-- RECORD EXCERPTS follows --

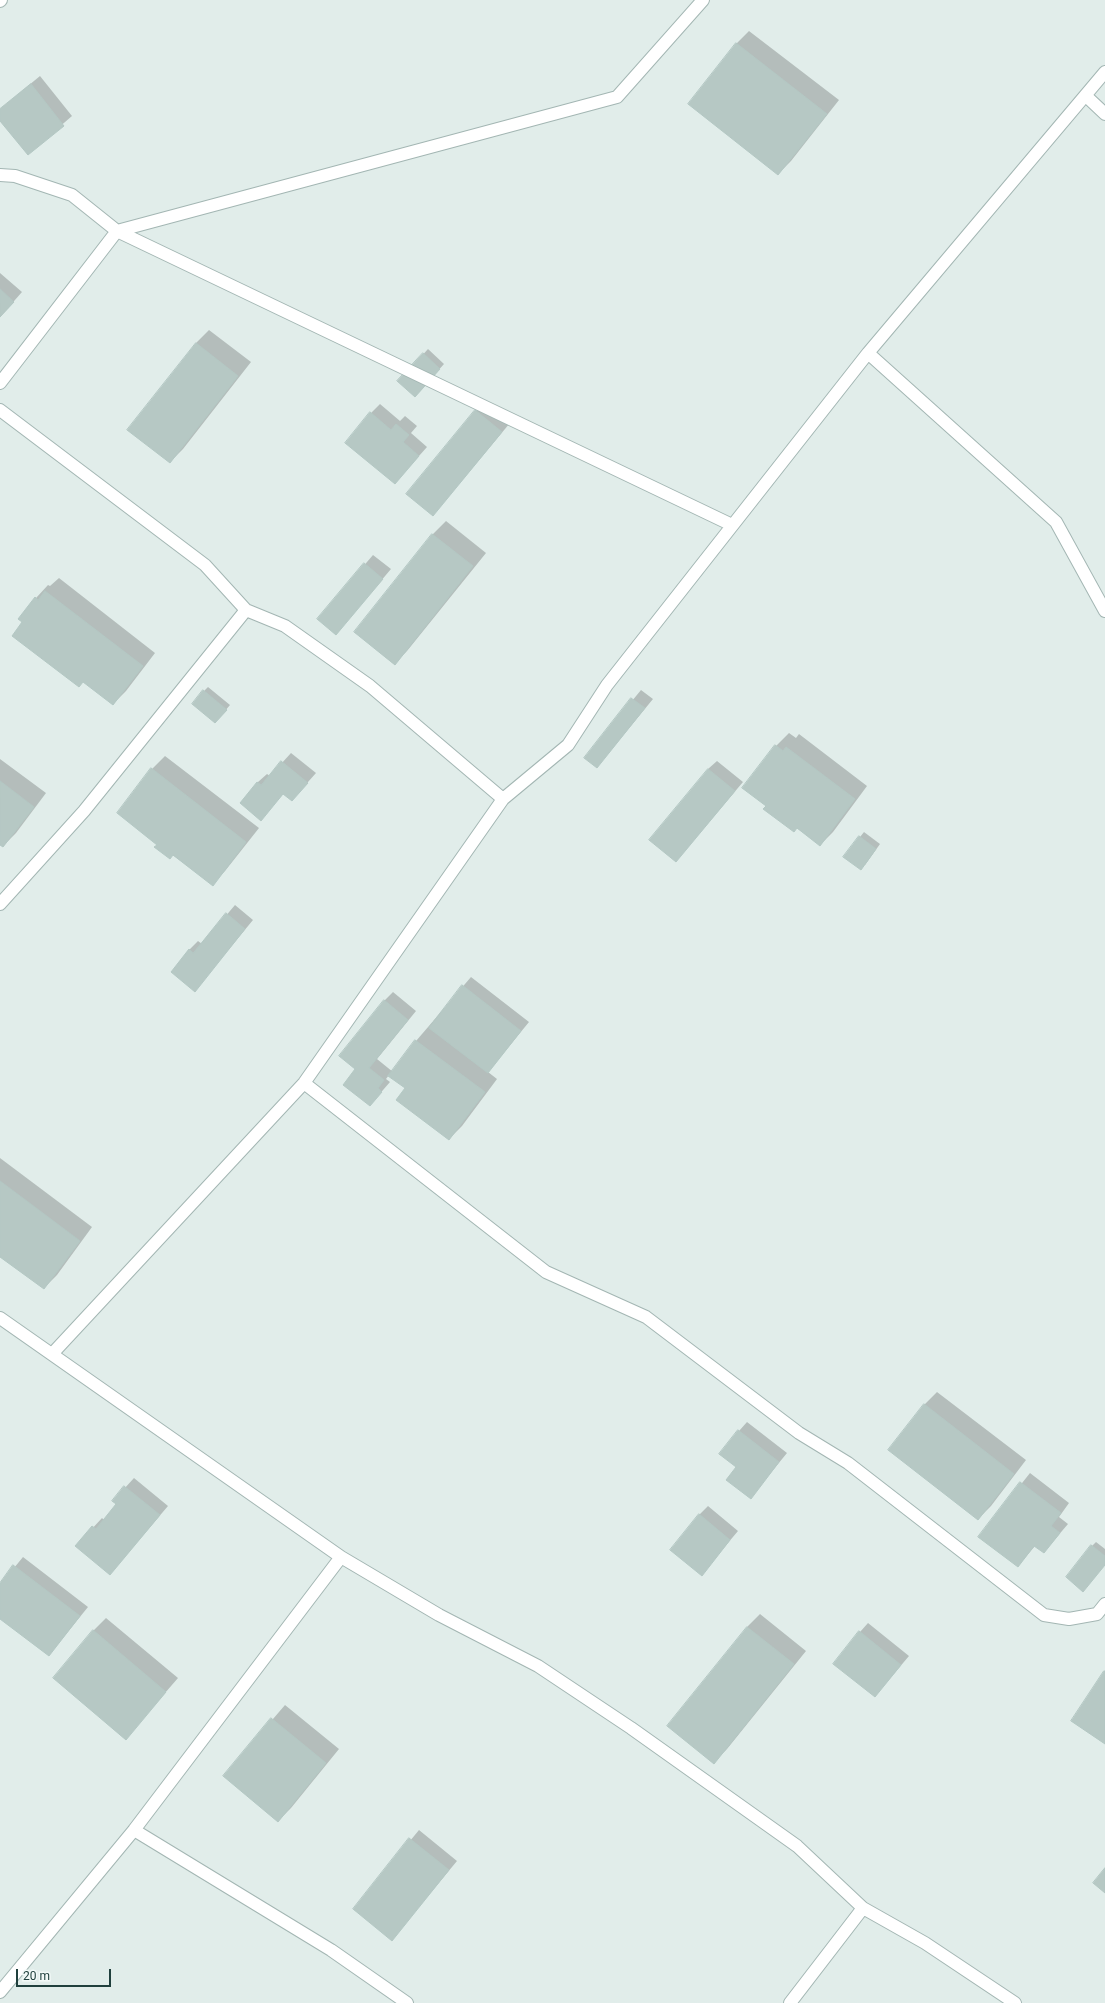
<!DOCTYPE html>
<html>
<head>
<meta charset="utf-8">
<style>
  body { margin:0 }
  #map { position:relative; width:1105px; height:2003px; overflow:hidden; background:#e1edea; font-family:Roboto,sans-serif }
  canvas { display:block }
  .scale { position:absolute; left:16px; top:1969px; width:95px; height:18px; box-sizing:border-box; border:2px solid #20403d; border-top:0; padding-left:5px; font-size:12px; line-height:14px; white-space:nowrap; color:#20403d; -webkit-text-stroke:3px #f2f9f7; paint-order:stroke }
</style>
</head>
<body>
<div id="map">
<canvas width="1105" height="2003"></canvas>
<div class="scale">20 m</div>
</div>
<script>
const g = document.querySelector('canvas').getContext('2d');
g.lineJoin = 'round';
function fillPath(path, color) { g.fillStyle = color; g.fill(path, 'evenodd'); }
function stroke(path, color, width, dash) { g.strokeStyle = color; g.lineWidth = width; g.lineCap = dash ? 'butt' : 'round'; g.setLineDash(dash || []); g.stroke(path); }
fillPath(new Path2D(`
  M 749,31 L 839,100 L 791,161 L 778,174 L 736,44 Z
  M 40,76 L 72,116 L 28,154 L 0,119 L 0,109 Z
  M 0,273 L 22,292 L 0,317 Z
  M 209,330 L 251,362 L 183,449 L 170,462 L 129,430 L 196,343 Z
  M 428,349 L 444,364 L 419,392 L 399,381 Z
  M 485,402 L 510,423 L 433,515 L 476,411 Z
  M 380,404 L 400,421 L 405,416 L 417,426 L 411,433 L 427,447 L 395,483 L 371,413 Z
  M 446,521 L 486,553 L 407,651 L 394,664 L 355,632 L 433,534 Z
  M 373,555 L 391,569 L 336,634 L 318,619 Z
  M 59,578 L 155,653 L 126,691 L 113,704 L 83,681 L 23,622 L 36,598 L 48,585 L 50,586 Z
  M 208,687 L 230,705 L 219,718 L 204,691 Z
  M 641,690 L 653,699 L 597,767 L 585,758 Z
  M 789,733 L 796,738 L 799,734 L 867,786 L 833,832 L 820,845 L 767,806 L 776,746 Z
  M 291,753 L 316,773 L 292,800 L 284,793 L 261,819 L 241,803 L 258,782 L 267,774 L 270,776 Z
  M 165,756 L 259,828 L 225,871 L 212,884 L 158,844 L 152,769 Z
  M 0,759 L 46,793 L 16,833 L 3,846 L 0,843 Z
  M 717,761 L 743,782 L 676,861 L 708,769 Z
  M 864,832 L 880,844 L 865,865 L 844,857 Z
  M 235,905 L 253,920 L 195,990 L 189,950 L 198,941 L 202,944 Z
  M 471,977 L 529,1022 L 488,1072 L 497,1079 L 462,1126 L 449,1139 L 406,1088 L 389,1075 L 386,1079 L 390,1082 L 370,1105 L 356,1069 L 384,1001 L 393,992 L 416,1011 L 377,1059 L 393,1072 L 416,1041 Z
  M 0,1158 L 92,1227 L 57,1275 L 44,1288 L 0,1255 Z
  M 937,1392 L 1026,1460 L 991,1506 L 978,1519 L 924,1405 Z
  M 747,1422 L 787,1453 L 751,1497 L 737,1467 L 739,1431 Z
  M 1030,1473 L 1069,1503 L 1059,1517 L 1068,1524 L 1044,1552 L 1035,1546 L 1018,1566 L 980,1536 Z
  M 134,1478 L 168,1506 L 110,1574 L 76,1546 L 102,1518 L 104,1520 L 118,1504 L 113,1501 Z
  M 708,1506 L 738,1531 L 701,1575 L 699,1515 Z
  M 1096,1542 L 1105,1549 L 1105,1565 L 1092,1546 Z
  M 23,1557 L 88,1607 L 49,1655 L 0,1617 L 0,1585 Z
  M 760,1614 L 806,1651 L 727,1749 L 714,1762 L 747,1627 Z
  M 106,1618 L 178,1678 L 126,1738 L 93,1631 Z
  M 868,1623 L 909,1656 L 875,1696 L 860,1632 Z
  M 285,1705 L 339,1749 L 291,1808 L 278,1821 L 224,1776 Z
  M 419,1830 L 457,1861 L 392,1939 L 354,1909 Z`), '#0003');
const building = new Path2D(`
  M 736,43 L 827,114 L 778,175 L 688,104 Z
  M 31,84 L 64,126 L 28,155 L 0,121 L 0,109 Z
  M 0,289 L 14,302 L 0,317 Z
  M 196,343 L 238,376 L 170,463 L 127,430 Z
  M 423,353 L 440,369 L 415,397 L 397,381 Z
  M 475,410 L 502,432 L 433,516 L 406,494 Z
  M 370,412 L 391,430 L 396,424 L 409,435 L 403,442 L 419,456 L 395,484 L 345,443 Z
  M 432,534 L 473,566 L 395,665 L 354,632 Z
  M 364,563 L 383,579 L 336,635 L 317,619 Z
  M 45,591 L 143,666 L 113,705 L 83,682 L 79,687 L 12,636 L 22,622 L 18,619 L 35,597 L 38,600 Z
  M 203,690 L 227,710 L 215,723 L 192,704 Z
  M 631,698 L 645,708 L 597,768 L 584,758 Z
  M 775,745 L 783,751 L 786,747 L 855,799 L 820,846 L 797,828 L 794,832 L 763,809 L 766,806 L 742,788 Z
  M 281,761 L 308,783 L 292,801 L 283,794 L 261,821 L 240,803 L 257,782 L 261,785 Z
  M 151,768 L 246,842 L 213,886 L 173,855 L 170,859 L 154,847 L 157,845 L 117,813 Z
  M 708,769 L 735,791 L 676,862 L 649,840 Z
  M 0,781 L 34,807 L 3,847 L 0,845 Z
  M 859,836 L 876,849 L 861,870 L 843,857 Z
  M 226,913 L 245,929 L 195,992 L 171,972 L 189,949 L 193,953 Z
  M 462,985 L 521,1031 L 488,1073 L 429,1028 Z
  M 384,1000 L 408,1020 L 369,1068 L 384,1080 L 378,1088 L 382,1092 L 370,1106 L 343,1085 L 355,1069 L 339,1056 Z
  M 415,1040 L 485,1092 L 449,1140 L 396,1100 L 405,1088 L 388,1076 Z
  M 0,1181 L 80,1241 L 44,1289 L 0,1257 Z
  M 924,1404 L 1014,1474 L 978,1520 L 888,1450 Z
  M 738,1430 L 779,1462 L 751,1499 L 726,1480 L 736,1467 L 719,1454 Z
  M 1020,1482 L 1061,1513 L 1051,1526 L 1060,1533 L 1044,1553 L 1034,1546 L 1018,1567 L 978,1537 Z
  M 124,1486 L 160,1515 L 110,1575 L 75,1546 L 92,1526 L 96,1529 L 116,1504 L 112,1501 Z
  M 699,1514 L 730,1540 L 702,1576 L 670,1550 Z
  M 1091,1545 L 1105,1556 L 1105,1565 L 1083,1592 L 1066,1577 Z
  M 13,1565 L 80,1616 L 49,1656 L 0,1619 L 0,1583 Z
  M 747,1627 L 794,1664 L 714,1764 L 667,1726 Z
  M 93,1630 L 166,1692 L 126,1740 L 53,1678 Z
  M 859,1631 L 901,1665 L 875,1697 L 833,1664 Z
  M 1104,1671 L 1105,1671 L 1105,1744 L 1071,1721 Z
  M 271,1718 L 326,1763 L 278,1822 L 223,1776 Z
  M 409,1838 L 449,1870 L 392,1941 L 353,1909 Z
  M 1105,1868 L 1105,1893 L 1093,1883 Z`);
fillPath(building, '#b6c8c4');
stroke(building, '#b3c7c3', 1);
const minor = new Path2D(`
  M 0,1 L 1,0
  M 1086,96 L 1105,114
  M 0,175 L 15,176 L 72,195 L 117,231 L 732,525
  M 868,353 L 1056,522 L 1105,611
  M 0,383 L 117,231 L 617,97 L 703,0
  M 0,410 L 205,565 L 246,610 L 285,626 L 370,686 L 503,799
  M 0,904 L 84,811 L 246,610
  M 304,1083 L 546,1272 L 646,1317 L 799,1433 L 848,1463 L 1044,1615 L 1069,1619 L 1097,1614 L 1105,1604
  M 0,1318 L 341,1557 L 439,1615 L 538,1666 L 631,1728 L 797,1846 L 863,1908 L 925,1943 L 1015,2003
  M 52,1354 L 304,1083 L 503,799 L 568,745 L 607,685 L 868,353 L 1105,72
  M 134,1830 L 331,1950 L 407,2003
  M 0,1992 L 134,1830 L 341,1557
  M 790,2003 L 863,1908`);
stroke(minor, '#a3b6b3', 14);
stroke(minor, '#fff', 12);
</script>
</body>
</html>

-- RECORD EXCERPTS concluded --

_TASK DETAILS_:
In the entries above, one line contains "M 13,1565 L" and another contains "fillPath(building, '#b6c8c4');". Reproduce exactly those two lines and the lines between them, nothing else.

_SOLUTION TO THIS TASK_:
  M 13,1565 L 80,1616 L 49,1656 L 0,1619 L 0,1583 Z
  M 747,1627 L 794,1664 L 714,1764 L 667,1726 Z
  M 93,1630 L 166,1692 L 126,1740 L 53,1678 Z
  M 859,1631 L 901,1665 L 875,1697 L 833,1664 Z
  M 1104,1671 L 1105,1671 L 1105,1744 L 1071,1721 Z
  M 271,1718 L 326,1763 L 278,1822 L 223,1776 Z
  M 409,1838 L 449,1870 L 392,1941 L 353,1909 Z
  M 1105,1868 L 1105,1893 L 1093,1883 Z`);
fillPath(building, '#b6c8c4');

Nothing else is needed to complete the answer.